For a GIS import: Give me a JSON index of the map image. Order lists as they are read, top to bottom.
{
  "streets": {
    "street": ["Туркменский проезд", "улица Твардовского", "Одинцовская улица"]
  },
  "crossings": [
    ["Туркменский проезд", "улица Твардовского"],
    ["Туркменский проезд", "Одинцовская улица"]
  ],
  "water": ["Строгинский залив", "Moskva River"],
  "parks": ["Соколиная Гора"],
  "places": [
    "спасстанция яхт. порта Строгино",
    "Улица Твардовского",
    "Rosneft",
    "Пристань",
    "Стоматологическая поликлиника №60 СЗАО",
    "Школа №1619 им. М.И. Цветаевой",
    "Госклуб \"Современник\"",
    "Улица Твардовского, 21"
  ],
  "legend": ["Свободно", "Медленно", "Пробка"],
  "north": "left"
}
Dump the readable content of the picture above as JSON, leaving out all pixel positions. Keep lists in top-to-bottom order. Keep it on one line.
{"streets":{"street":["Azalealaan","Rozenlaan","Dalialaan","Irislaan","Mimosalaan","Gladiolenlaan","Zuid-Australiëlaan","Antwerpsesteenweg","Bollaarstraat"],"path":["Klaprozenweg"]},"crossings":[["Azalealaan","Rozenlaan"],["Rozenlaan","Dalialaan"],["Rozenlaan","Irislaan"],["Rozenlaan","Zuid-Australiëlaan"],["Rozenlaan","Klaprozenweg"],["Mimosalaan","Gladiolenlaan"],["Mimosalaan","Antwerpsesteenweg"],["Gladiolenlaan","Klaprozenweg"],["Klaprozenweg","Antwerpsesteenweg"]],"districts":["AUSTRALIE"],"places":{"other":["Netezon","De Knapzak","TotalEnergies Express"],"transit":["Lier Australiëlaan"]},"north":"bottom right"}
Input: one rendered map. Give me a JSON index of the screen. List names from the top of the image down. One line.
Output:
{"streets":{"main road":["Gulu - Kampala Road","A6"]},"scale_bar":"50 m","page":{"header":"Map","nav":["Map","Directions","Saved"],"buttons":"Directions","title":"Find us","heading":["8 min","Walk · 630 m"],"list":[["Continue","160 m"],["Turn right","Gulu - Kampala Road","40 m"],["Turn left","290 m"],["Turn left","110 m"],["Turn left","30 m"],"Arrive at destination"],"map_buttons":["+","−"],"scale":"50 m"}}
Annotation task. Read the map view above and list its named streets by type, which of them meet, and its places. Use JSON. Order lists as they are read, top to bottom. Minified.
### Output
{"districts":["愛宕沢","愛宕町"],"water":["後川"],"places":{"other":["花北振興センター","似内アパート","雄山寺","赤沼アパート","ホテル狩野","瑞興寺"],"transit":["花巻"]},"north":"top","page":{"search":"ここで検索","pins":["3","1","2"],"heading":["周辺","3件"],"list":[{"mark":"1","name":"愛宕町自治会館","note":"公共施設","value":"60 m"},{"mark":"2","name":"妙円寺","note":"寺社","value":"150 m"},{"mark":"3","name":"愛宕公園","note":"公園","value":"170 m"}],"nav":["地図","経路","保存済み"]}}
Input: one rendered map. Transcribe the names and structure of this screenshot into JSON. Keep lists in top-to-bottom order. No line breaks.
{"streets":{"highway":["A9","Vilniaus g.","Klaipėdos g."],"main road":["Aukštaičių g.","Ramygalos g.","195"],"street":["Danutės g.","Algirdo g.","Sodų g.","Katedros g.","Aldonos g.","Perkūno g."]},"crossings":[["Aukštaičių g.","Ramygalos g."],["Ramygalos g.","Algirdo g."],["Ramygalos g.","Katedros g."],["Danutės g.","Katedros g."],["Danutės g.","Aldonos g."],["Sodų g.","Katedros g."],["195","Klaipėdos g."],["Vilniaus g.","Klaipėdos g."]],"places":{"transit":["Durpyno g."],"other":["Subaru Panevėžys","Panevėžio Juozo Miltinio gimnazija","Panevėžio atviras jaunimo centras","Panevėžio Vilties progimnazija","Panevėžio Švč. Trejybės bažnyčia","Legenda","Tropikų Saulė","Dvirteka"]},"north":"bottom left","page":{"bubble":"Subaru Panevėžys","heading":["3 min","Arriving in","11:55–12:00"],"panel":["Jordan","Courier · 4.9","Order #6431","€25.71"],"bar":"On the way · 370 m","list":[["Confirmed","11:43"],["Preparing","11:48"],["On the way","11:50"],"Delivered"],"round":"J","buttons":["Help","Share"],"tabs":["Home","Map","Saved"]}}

=======

* WORK REQUEST *
Give the data again exactly, line for line.

* TASK RESPONSE *
For a GIS import: Give me a JSON index of the map image. Order lists as they are read, top to bottom.
{
  "streets": {
    "street": ["Туркменский проезд", "улица Твардовского", "Одинцовская улица"]
  },
  "crossings": [
    ["Туркменский проезд", "улица Твардовского"],
    ["Туркменский проезд", "Одинцовская улица"]
  ],
  "water": ["Строгинский залив", "Moskva River"],
  "parks": ["Соколиная Гора"],
  "places": [
    "спасстанция яхт. порта Строгино",
    "Улица Твардовского",
    "Rosneft",
    "Пристань",
    "Стоматологическая поликлиника №60 СЗАО",
    "Школа №1619 им. М.И. Цветаевой",
    "Госклуб \"Современник\"",
    "Улица Твардовского, 21"
  ],
  "legend": ["Свободно", "Медленно", "Пробка"],
  "north": "left"
}
Dump the readable content of the picture above as JSON, leaving out all pixel positions. Keep lists in top-to-bottom order. Keep it on one line.
{"streets":{"street":["Azalealaan","Rozenlaan","Dalialaan","Irislaan","Mimosalaan","Gladiolenlaan","Zuid-Australiëlaan","Antwerpsesteenweg","Bollaarstraat"],"path":["Klaprozenweg"]},"crossings":[["Azalealaan","Rozenlaan"],["Rozenlaan","Dalialaan"],["Rozenlaan","Irislaan"],["Rozenlaan","Zuid-Australiëlaan"],["Rozenlaan","Klaprozenweg"],["Mimosalaan","Gladiolenlaan"],["Mimosalaan","Antwerpsesteenweg"],["Gladiolenlaan","Klaprozenweg"],["Klaprozenweg","Antwerpsesteenweg"]],"districts":["AUSTRALIE"],"places":{"other":["Netezon","De Knapzak","TotalEnergies Express"],"transit":["Lier Australiëlaan"]},"north":"bottom right"}
Input: one rendered map. Give me a JSON index of the screen. List names from the top of the image down. One line.
Output:
{"streets":{"main road":["Gulu - Kampala Road","A6"]},"scale_bar":"50 m","page":{"header":"Map","nav":["Map","Directions","Saved"],"buttons":"Directions","title":"Find us","heading":["8 min","Walk · 630 m"],"list":[["Continue","160 m"],["Turn right","Gulu - Kampala Road","40 m"],["Turn left","290 m"],["Turn left","110 m"],["Turn left","30 m"],"Arrive at destination"],"map_buttons":["+","−"],"scale":"50 m"}}
Annotation task. Read the map view above and list its named streets by type, which of them meet, and its places. Use JSON. Order lists as they are read, top to bottom. Minified.
### Output
{"districts":["愛宕沢","愛宕町"],"water":["後川"],"places":{"other":["花北振興センター","似内アパート","雄山寺","赤沼アパート","ホテル狩野","瑞興寺"],"transit":["花巻"]},"north":"top","page":{"search":"ここで検索","pins":["3","1","2"],"heading":["周辺","3件"],"list":[{"mark":"1","name":"愛宕町自治会館","note":"公共施設","value":"60 m"},{"mark":"2","name":"妙円寺","note":"寺社","value":"150 m"},{"mark":"3","name":"愛宕公園","note":"公園","value":"170 m"}],"nav":["地図","経路","保存済み"]}}
Input: one rendered map. Transcribe the names and structure of this screenshot into JSON. Keep lists in top-to-bottom order. No line breaks.
{"streets":{"highway":["A9","Vilniaus g.","Klaipėdos g."],"main road":["Aukštaičių g.","Ramygalos g.","195"],"street":["Danutės g.","Algirdo g.","Sodų g.","Katedros g.","Aldonos g.","Perkūno g."]},"crossings":[["Aukštaičių g.","Ramygalos g."],["Ramygalos g.","Algirdo g."],["Ramygalos g.","Katedros g."],["Danutės g.","Katedros g."],["Danutės g.","Aldonos g."],["Sodų g.","Katedros g."],["195","Klaipėdos g."],["Vilniaus g.","Klaipėdos g."]],"places":{"transit":["Durpyno g."],"other":["Subaru Panevėžys","Panevėžio Juozo Miltinio gimnazija","Panevėžio atviras jaunimo centras","Panevėžio Vilties progimnazija","Panevėžio Švč. Trejybės bažnyčia","Legenda","Tropikų Saulė","Dvirteka"]},"north":"bottom left","page":{"bubble":"Subaru Panevėžys","heading":["3 min","Arriving in","11:55–12:00"],"panel":["Jordan","Courier · 4.9","Order #6431","€25.71"],"bar":"On the way · 370 m","list":[["Confirmed","11:43"],["Preparing","11:48"],["On the way","11:50"],"Delivered"],"round":"J","buttons":["Help","Share"],"tabs":["Home","Map","Saved"]}}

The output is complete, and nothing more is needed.